-- What you should do --
Begin at the first line of the records below and, please, give each line again exactly until the line with "position:absolute; left:1678px; top:18px;" is included.

-- Recorded information --

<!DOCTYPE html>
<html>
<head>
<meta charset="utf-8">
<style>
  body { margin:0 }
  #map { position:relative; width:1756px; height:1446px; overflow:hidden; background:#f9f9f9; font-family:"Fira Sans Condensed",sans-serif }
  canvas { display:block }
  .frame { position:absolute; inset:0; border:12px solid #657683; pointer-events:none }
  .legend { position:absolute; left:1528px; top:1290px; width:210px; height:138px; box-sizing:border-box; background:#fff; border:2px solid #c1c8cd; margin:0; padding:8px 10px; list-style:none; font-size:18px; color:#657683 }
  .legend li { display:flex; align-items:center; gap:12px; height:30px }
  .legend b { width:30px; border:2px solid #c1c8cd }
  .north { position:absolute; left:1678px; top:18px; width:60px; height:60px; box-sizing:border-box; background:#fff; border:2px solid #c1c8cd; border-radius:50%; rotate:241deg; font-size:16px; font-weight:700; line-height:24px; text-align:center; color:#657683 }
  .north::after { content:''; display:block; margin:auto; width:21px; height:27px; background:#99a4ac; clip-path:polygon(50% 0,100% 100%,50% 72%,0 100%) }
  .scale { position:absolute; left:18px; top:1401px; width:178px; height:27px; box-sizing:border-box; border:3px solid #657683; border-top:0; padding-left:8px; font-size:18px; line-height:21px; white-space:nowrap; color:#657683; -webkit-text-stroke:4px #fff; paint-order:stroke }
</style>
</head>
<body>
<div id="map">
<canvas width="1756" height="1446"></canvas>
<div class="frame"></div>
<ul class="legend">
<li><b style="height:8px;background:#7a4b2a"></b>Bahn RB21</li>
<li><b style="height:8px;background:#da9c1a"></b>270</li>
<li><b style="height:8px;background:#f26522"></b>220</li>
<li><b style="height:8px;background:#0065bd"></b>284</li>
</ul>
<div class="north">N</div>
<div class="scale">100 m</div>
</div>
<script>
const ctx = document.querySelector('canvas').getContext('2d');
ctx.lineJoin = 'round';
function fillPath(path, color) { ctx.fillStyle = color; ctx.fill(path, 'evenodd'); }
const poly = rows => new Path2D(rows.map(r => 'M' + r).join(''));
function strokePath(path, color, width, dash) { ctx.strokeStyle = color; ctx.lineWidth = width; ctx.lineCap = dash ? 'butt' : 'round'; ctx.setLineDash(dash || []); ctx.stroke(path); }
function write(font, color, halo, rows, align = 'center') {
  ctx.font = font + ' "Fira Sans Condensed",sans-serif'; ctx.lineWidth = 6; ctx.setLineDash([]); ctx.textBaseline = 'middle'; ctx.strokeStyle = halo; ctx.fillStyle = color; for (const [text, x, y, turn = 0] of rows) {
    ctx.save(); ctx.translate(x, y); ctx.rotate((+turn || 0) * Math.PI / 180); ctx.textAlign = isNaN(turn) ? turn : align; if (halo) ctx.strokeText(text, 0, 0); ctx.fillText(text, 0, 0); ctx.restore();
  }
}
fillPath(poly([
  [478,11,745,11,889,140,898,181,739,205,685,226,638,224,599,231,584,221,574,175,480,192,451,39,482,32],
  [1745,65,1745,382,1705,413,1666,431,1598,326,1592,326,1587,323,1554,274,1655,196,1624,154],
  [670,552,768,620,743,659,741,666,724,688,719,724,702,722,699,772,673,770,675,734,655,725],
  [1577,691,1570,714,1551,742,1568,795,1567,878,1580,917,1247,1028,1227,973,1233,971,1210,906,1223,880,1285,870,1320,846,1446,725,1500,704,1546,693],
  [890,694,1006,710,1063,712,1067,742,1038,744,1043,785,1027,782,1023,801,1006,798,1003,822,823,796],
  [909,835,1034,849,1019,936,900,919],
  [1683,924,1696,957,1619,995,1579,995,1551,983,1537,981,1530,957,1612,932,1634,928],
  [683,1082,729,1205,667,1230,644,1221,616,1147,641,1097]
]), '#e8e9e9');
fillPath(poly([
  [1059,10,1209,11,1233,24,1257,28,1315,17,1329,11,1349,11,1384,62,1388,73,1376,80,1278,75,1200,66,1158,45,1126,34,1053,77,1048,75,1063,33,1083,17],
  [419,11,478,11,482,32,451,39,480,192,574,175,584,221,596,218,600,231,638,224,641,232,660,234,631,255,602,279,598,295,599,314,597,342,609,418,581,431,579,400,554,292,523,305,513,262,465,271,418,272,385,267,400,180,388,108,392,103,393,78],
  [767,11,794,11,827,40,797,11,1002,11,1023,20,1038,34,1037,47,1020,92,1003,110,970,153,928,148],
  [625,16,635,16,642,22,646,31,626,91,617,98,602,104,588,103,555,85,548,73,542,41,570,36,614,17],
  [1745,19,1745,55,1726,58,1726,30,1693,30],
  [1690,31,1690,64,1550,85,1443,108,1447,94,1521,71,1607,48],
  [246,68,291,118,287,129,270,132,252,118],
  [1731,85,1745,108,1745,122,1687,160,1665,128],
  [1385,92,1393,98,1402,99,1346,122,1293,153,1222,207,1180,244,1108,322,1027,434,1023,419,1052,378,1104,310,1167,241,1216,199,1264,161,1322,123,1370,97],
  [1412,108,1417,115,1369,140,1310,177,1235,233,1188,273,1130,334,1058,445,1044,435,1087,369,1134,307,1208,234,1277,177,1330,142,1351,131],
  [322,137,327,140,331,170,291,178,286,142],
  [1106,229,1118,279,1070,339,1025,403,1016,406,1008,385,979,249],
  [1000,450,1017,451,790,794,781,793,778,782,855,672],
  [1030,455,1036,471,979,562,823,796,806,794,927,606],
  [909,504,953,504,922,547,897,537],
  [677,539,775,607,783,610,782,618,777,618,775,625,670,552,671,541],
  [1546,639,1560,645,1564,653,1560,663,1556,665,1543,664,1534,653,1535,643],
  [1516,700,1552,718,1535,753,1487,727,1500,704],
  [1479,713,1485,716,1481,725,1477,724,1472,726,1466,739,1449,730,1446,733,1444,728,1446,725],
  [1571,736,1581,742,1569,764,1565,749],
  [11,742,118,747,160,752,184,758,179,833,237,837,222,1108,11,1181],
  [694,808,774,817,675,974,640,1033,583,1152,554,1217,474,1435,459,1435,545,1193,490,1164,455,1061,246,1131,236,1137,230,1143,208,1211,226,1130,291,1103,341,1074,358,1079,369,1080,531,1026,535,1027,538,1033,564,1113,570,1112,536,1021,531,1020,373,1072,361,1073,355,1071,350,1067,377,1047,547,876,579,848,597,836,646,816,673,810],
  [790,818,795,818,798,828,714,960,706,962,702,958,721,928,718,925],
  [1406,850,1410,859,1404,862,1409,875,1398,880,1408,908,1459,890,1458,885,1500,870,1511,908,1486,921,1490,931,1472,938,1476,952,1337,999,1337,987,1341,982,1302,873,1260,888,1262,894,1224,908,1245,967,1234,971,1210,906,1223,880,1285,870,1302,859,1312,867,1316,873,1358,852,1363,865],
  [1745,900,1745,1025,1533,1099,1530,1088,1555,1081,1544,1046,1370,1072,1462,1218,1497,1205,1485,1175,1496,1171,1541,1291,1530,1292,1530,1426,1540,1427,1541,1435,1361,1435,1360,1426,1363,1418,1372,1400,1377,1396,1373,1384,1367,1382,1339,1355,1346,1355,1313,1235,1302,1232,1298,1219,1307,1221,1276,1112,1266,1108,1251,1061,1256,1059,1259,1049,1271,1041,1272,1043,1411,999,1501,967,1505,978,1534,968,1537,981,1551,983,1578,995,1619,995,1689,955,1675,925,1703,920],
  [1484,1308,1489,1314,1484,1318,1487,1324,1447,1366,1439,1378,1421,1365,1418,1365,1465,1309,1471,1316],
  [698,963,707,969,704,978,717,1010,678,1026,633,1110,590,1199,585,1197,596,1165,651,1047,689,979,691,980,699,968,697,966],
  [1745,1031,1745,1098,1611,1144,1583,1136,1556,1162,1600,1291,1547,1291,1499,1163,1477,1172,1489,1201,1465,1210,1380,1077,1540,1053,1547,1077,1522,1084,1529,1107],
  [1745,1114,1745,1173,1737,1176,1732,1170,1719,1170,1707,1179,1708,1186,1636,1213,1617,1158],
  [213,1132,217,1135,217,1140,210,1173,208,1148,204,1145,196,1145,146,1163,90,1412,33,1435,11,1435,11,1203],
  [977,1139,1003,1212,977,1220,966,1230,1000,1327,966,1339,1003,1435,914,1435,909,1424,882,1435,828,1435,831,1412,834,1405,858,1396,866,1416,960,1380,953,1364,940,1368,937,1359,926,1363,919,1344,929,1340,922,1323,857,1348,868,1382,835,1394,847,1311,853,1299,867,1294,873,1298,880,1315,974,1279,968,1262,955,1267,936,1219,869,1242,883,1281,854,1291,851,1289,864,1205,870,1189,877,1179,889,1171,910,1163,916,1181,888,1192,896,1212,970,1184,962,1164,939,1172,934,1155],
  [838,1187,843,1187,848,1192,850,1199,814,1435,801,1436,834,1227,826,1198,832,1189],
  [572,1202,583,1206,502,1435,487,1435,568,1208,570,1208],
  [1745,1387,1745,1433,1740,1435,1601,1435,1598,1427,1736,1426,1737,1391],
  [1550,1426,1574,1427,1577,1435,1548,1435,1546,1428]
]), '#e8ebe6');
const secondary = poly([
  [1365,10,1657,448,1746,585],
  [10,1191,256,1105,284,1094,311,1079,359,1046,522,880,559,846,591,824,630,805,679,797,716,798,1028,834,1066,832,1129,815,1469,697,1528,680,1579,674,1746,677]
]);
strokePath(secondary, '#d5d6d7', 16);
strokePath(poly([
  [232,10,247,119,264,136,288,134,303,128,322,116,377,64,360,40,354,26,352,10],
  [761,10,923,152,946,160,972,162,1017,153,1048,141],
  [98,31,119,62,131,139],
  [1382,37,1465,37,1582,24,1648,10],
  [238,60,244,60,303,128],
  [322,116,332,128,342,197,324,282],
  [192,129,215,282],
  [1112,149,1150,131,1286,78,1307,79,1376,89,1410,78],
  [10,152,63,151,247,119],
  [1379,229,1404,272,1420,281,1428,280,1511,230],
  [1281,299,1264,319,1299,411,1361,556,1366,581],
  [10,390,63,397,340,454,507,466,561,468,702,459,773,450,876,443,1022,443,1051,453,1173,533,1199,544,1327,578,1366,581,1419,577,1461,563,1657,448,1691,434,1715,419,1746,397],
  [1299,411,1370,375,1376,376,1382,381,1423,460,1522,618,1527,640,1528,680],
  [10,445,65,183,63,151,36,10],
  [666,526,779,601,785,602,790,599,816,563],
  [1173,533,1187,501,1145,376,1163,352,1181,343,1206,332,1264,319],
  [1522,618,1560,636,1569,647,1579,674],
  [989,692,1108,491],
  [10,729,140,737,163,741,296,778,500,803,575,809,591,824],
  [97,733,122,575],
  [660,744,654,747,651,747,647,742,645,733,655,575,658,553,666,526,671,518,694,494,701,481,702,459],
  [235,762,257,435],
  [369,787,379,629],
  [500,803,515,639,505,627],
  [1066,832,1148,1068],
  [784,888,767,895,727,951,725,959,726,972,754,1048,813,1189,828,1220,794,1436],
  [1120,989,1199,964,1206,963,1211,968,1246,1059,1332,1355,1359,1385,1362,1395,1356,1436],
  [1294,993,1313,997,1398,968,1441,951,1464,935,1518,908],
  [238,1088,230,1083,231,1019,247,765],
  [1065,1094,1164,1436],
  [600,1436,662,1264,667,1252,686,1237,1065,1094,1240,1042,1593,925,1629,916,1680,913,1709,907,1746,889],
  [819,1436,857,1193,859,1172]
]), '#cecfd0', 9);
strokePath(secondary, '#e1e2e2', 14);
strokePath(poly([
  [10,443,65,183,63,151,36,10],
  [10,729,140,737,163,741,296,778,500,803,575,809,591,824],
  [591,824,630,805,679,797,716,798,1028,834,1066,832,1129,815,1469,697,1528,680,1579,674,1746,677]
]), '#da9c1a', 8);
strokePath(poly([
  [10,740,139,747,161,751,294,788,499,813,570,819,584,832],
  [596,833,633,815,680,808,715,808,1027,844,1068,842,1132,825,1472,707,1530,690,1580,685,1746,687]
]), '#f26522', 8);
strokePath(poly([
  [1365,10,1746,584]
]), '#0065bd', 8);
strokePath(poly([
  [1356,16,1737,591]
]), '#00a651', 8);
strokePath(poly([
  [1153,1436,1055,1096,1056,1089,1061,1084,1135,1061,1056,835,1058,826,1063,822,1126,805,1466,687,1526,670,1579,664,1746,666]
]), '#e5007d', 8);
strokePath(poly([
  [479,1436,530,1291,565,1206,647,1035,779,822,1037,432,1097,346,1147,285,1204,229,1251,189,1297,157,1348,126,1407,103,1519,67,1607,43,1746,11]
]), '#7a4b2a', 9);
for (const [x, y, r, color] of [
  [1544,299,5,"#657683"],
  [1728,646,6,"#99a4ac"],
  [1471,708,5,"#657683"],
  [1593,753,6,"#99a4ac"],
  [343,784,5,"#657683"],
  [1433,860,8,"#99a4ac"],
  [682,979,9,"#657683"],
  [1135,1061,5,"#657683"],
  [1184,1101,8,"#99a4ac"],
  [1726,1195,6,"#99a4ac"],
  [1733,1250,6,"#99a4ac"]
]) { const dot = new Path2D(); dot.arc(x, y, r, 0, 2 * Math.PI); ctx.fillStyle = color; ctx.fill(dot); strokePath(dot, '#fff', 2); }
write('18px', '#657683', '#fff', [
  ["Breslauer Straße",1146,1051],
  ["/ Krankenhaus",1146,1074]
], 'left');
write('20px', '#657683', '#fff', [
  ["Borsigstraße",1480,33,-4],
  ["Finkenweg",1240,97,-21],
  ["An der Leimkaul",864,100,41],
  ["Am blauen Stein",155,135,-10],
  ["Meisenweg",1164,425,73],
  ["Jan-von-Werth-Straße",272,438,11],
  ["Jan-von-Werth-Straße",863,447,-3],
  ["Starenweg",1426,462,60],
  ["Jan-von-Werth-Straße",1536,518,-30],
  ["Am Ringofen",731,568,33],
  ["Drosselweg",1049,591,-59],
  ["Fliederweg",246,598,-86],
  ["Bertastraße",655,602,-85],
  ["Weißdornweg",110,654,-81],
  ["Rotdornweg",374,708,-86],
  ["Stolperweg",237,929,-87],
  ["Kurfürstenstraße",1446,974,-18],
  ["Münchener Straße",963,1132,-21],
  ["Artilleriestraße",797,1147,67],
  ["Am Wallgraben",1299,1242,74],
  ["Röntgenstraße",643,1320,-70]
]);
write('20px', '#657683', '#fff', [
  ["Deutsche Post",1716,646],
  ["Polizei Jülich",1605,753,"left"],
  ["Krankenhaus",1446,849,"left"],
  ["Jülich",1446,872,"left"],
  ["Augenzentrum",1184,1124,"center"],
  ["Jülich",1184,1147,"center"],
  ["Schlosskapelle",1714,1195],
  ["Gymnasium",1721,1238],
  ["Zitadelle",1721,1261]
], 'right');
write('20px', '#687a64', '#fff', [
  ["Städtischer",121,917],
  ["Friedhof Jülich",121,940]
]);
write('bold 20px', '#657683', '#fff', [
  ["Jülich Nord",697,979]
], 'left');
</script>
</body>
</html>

-- Written solution --
<!DOCTYPE html>
<html>
<head>
<meta charset="utf-8">
<style>
  body { margin:0 }
  #map { position:relative; width:1756px; height:1446px; overflow:hidden; background:#f9f9f9; font-family:"Fira Sans Condensed",sans-serif }
  canvas { display:block }
  .frame { position:absolute; inset:0; border:12px solid #657683; pointer-events:none }
  .legend { position:absolute; left:1528px; top:1290px; width:210px; height:138px; box-sizing:border-box; background:#fff; border:2px solid #c1c8cd; margin:0; padding:8px 10px; list-style:none; font-size:18px; color:#657683 }
  .legend li { display:flex; align-items:center; gap:12px; height:30px }
  .legend b { width:30px; border:2px solid #c1c8cd }
  .north { position:absolute; left:1678px; top:18px; width:60px; height:60px; box-sizing:border-box; background:#fff; border:2px solid #c1c8cd; border-radius:50%; rotate:241deg; font-size:16px; font-weight:700; line-height:24px; text-align:center; color:#657683 }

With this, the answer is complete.